Data for this exercise Block Start
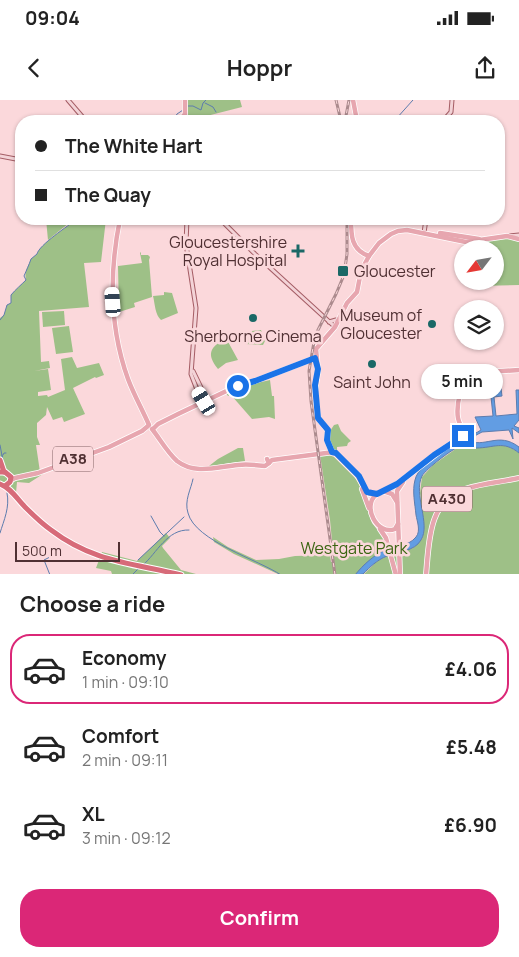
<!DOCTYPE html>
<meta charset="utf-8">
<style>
body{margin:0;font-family:Manrope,sans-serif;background:#f6f6f6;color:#222;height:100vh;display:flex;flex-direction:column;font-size:19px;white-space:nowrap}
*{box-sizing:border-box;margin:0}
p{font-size:16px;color:#767676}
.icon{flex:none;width:28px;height:28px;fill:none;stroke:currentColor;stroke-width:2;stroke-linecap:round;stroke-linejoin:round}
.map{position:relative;height:474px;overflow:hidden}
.details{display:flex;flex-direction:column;background:#fff;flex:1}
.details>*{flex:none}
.banner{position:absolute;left:15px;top:15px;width:490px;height:110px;border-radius:20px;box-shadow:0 1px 4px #0004;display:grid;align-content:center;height:110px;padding:0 20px;background:#fff}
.needle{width:32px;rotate:239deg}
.tools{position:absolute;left:454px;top:140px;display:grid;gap:10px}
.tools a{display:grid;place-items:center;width:50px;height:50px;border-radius:50%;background:#fff;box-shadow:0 1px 4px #0004;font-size:25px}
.scale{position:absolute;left:15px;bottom:12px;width:105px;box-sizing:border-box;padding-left:5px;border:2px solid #503033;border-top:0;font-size:14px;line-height:18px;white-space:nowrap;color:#503033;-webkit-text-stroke:4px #fbd8db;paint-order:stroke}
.end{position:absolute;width:22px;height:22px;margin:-11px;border:6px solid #1a73e8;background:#fff;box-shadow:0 0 0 2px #fff}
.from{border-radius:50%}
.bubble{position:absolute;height:35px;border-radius:18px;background:#fff;box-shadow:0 1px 4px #0004;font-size:16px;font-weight:700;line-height:35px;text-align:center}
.car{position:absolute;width:15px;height:30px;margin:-15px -8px;border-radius:6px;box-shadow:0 0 4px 1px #0007;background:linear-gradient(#fff 24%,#345 0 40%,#fff 0 76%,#345 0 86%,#fff 0)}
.banner b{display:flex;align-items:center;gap:18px;height:48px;font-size:19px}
.banner b+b{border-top:1px solid #e0e0e0}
.banner i{width:12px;height:12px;background:#222}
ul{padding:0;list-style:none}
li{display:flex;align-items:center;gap:15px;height:70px;margin:0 10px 8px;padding:0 10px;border:2px solid transparent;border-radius:20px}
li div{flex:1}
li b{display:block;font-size:19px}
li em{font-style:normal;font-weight:700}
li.current{border-color:#db2777}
li>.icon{width:45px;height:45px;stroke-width:1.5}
h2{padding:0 20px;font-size:22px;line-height:60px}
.action{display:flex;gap:10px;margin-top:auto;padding:10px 20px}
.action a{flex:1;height:58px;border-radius:20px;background:#db2777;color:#fff;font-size:20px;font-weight:700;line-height:58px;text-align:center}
.status{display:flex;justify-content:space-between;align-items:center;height:35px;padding:0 25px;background:#fff;direction:ltr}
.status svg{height:14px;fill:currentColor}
header{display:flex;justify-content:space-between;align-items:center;height:65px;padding:0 20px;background:#fff;font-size:22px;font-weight:700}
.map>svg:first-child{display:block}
.green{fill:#9ec087}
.water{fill:#629de3;stroke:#5d7cae}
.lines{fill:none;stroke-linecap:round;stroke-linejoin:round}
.stream{stroke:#5d7cae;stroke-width:1}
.secondary-casing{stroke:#a55d65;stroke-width:5}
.primary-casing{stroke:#fff;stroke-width:6}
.highway-casing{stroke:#fff;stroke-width:7}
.secondary{stroke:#f3d3d7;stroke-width:3}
.primary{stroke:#e7a6af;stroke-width:4.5}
.highway{stroke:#d76b79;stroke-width:5}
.rail-casing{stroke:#ab8a8d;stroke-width:3}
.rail{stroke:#fbd8db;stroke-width:1;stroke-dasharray:4;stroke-linecap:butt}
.route{stroke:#1a73e8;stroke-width:6}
.poi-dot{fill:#1a6866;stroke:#fbd8db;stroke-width:2}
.labels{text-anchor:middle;stroke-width:5;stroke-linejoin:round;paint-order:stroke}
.shield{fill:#fbd8db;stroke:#836265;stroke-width:1}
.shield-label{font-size:15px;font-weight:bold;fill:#503033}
.poi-label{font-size:16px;fill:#503033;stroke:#fbd8db;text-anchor:end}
.park-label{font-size:16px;fill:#3b6512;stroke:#fbd8db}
</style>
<div class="status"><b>09:04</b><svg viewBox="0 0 49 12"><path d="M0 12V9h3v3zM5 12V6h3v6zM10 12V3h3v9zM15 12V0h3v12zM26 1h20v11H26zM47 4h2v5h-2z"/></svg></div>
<header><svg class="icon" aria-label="back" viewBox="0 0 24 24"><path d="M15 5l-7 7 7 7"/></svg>Hoppr<svg class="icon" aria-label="share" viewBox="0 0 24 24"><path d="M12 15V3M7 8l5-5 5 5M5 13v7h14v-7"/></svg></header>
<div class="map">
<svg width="519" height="475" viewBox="0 0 519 475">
<rect width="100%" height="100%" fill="#fbd8db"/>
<g class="green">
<polygon points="187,0 240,0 242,7 187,21"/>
<polygon points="46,119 74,119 48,140"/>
<path d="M77 119H106L101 162 84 163 89 207 39 211 41 262 49 261 50 268 34 271 48 269 51 290 38 292V296L47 295 48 297 65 290 61 259 72 257 77 268 99 263 104 275 96 278 95 277 73 288 85 314 64 322 62 317 53 320 47 307 46 315 37 323V337L40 345H36L40 372H46L29 383 17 382 16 393 9 392 0 385V218L4 215 7 205 11 203V195C16 189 21 185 26 180 24 171 28 167 31 159L37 154C39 145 68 126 77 119Z"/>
<polygon points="505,138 519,140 519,185 479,186 478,181 495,181 495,149 475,149 478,142"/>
<polygon points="141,152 141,155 148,155 150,157 149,160 152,197 134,203 135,207 119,212 118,166 142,163 140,153"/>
<path d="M164 192 172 193 178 213 161 220C155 215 155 204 153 196L164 195Z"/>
<polygon points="64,211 65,225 43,227 42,212"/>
<polygon points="69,226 73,252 56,254 52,228"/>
<polygon points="261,230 265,241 263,245 245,244 243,237 251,234 252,231"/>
<path d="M226 238 238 260 226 263 218 269C206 254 210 247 226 238Z"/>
<polygon points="270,280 272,296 274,296 275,319 269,317 252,319 231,295 228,296 226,293 241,287"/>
<path d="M338 324 341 331 351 341 348 343 347 346 337 347V353C329 344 326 335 334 325Z"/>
<path d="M464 345C485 352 500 337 519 353V474L363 475 376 462 388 455 413 448 422 439 424 430 420 393 422 377 433 365 457 348Z"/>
<polygon points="238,348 243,348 245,361 209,366 218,359"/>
<polygon points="320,355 329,355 334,357 358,381 372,423 384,438 388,452 359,474 278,474 234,454 214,442 213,437 228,447 256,460 279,459 295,456 330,455 331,462 334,462 330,420"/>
<polygon points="166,433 170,438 162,446 163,448 181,470 196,474 112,474 111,471 96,468 102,452 137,461"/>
</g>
<path class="water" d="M501 288 502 296 494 297 496 316 517 314 516 290H519V320L514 326 519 328V333L512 328 513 339 509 330 482 332 467 340C485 349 498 331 519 347V353C503 340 494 348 476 348 471 348 466 345 461 346 453 348 426 369 422 376 413 394 431 424 421 440 414 452 398 451 387 456 377 460 370 467 363 474L355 475C363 465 374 455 385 450 395 445 408 447 416 437 421 431 417 421 416 415 415 404 412 391 415 380 419 360 465 340 481 330L475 317 493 316 491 297 472 298 473 291Z"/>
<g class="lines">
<g class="stream">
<polyline points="205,3 213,7 216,12"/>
<polyline points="188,6 193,6 201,10 203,3 206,0"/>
<polyline points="396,19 413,0"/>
<polyline points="173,21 177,14 183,10"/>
<path d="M0 220 4 215 7 205 11 203V195C16 189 21 185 26 180L24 176C27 169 29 165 31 159L37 154C39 145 68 126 77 119"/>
<polyline points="0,345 3,361"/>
<polyline points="2,355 3,361"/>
<polyline points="3,355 4,353 6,353"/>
<path d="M193 379C191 389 184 401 188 413 195 441 259 460 281 475"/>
<polyline points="151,416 160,432 164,436"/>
<path d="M0 433C4 420 10 407 7 393"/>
<polyline points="138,460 184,417"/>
<path d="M143 465C157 453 167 429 189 430"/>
<polyline points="50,475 44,460 58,453"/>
<polyline points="132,475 138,469"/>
</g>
<g class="secondary-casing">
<g id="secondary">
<polyline points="68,0 86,21"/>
<polyline points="186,20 187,21"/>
<polyline points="443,21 451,12 452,0"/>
<polyline points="0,56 21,60"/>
<polyline points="187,119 186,144 196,208 191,274 196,287 204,301"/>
<polyline points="220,119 255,154 335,227"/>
<polyline points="424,133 426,119"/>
<polyline points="509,136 519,135"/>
<polyline points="329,222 336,220"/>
<polyline points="193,271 207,300"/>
</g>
</g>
<g class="primary-casing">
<g id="primary">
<polyline points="353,0 357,21"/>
<polyline points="179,21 185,14 185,0"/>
<path d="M120 119C109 173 109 226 128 279 134 295 142 309 149 325"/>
<path d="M351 119C351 135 351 150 369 156"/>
<polyline points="440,133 479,139"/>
<polyline points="154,328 158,324 178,314 237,286 255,281 315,258"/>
<path d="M152 329C160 339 167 352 177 361 195 375 217 367 238 365 247 364 257 365 265 366L269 363 267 359"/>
<polyline points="332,352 327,340 328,331 318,318 315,292 318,271 316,249 335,227 347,203 357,192 361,171 369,156 379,143 391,134 398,131 407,130 466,142 507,136 519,139"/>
<polyline points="269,363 272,360 334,352 357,375 366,391 370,394 377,394"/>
<polyline points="11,380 15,378 38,373 109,347 142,331 148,326"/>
<polyline points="362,389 369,408"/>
<path d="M383 392 397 384 443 349 463 336C465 329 459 325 458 318 456 306 461 279 471 273L519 270"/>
<polyline points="386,392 392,394 397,402"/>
<path d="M376 395C362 406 377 436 395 429L398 424"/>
<polyline points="380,429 386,438 396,475"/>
<polyline points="400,475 397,391 403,382"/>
<path d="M426 475C429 443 428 400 465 389 483 383 501 382 519 378"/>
</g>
</g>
<g class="highway-casing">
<g id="highway">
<polyline points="0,360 4,372"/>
<polyline points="0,372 5,372 11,377 10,382 5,386"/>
<path d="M0 384C11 388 17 399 25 407 33 415 41 423 51 430 93 462 132 463 181 475"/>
</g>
</g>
<use href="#secondary" class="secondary"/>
<use href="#primary" class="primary"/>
<use href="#highway" class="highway"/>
<g class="rail-casing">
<g id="rail">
<polyline points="336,0 341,21"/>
<polyline points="345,21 349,0"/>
<polyline points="335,475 311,301 309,271 315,236 336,194 344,175 347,154 347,119"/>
</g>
</g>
<use href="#rail" class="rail"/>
</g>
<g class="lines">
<polyline class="route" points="238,286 255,281 315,258 318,269 315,285 318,318 328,330 327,340 332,352 336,353 359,376 367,392 377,394 397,384 434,355 463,336"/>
</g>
<g class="poi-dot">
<path d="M295.5 143.5h5v5h5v5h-5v5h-5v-5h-5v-5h5z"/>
<rect x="337" y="165" width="12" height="12" rx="2.5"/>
<circle cx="253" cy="218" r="5"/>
<circle cx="432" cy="224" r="5"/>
<circle cx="372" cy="264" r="5"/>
</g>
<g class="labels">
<g class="shield">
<rect x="53" y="346.5" width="40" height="25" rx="4"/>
<rect x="422" y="386.5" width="50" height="25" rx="4"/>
</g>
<g class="shield-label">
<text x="73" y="364">A38</text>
<text x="447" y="404">A430</text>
</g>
<g class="poi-label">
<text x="287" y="148">Gloucestershire<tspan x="287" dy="18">Royal Hospital</tspan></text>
<text x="354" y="177" text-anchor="start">Gloucester</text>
<text x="422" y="221">Museum of<tspan x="422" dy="18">Gloucester</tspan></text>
<text x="253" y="242" text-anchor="middle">Sherborne Cinema</text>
<text x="372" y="288" text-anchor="middle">Saint John</text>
</g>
<g class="park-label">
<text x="354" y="454">Westgate Park</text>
</g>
</g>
</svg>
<div class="tools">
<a><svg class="needle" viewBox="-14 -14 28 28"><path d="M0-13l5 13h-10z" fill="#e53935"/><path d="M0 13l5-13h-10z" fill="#767676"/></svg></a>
<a><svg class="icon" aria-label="layers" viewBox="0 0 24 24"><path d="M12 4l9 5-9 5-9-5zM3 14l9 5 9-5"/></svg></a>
</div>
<div class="scale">500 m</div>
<i class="end from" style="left:238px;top:286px"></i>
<i class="end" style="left:463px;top:336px"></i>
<div class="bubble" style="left:421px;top:264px;width:82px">5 min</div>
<i class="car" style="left:113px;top:202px;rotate:356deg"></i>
<i class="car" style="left:204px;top:301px;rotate:329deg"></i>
<div class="banner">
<b><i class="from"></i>The White Hart</b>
<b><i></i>The Quay</b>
</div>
</div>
<section class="details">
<h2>Choose a ride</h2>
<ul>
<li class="current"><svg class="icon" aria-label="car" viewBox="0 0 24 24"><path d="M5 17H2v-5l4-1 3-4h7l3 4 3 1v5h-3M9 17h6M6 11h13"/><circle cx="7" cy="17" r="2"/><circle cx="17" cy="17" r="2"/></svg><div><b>Economy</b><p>1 min · 09:10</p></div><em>£4.06</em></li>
<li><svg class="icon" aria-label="car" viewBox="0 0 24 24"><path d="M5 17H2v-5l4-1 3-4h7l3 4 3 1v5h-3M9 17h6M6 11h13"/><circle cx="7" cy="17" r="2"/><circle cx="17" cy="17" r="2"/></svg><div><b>Comfort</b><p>2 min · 09:11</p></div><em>£5.48</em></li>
<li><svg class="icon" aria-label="car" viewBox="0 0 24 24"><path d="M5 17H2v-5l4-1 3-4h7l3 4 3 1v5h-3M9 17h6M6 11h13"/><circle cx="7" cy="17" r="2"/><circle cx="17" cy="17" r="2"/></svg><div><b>XL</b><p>3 min · 09:12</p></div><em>£6.90</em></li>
</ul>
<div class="action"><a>Confirm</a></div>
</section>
Data for this exercise Block End
**Task to complete**
In the records above, locate every line with the string "linecap" and copy it.

**Your response**
.icon{flex:none;width:28px;height:28px;fill:none;stroke:currentColor;stroke-width:2;stroke-linecap:round;stroke-linejoin:round}
.lines{fill:none;stroke-linecap:round;stroke-linejoin:round}
.rail{stroke:#fbd8db;stroke-width:1;stroke-dasharray:4;stroke-linecap:butt}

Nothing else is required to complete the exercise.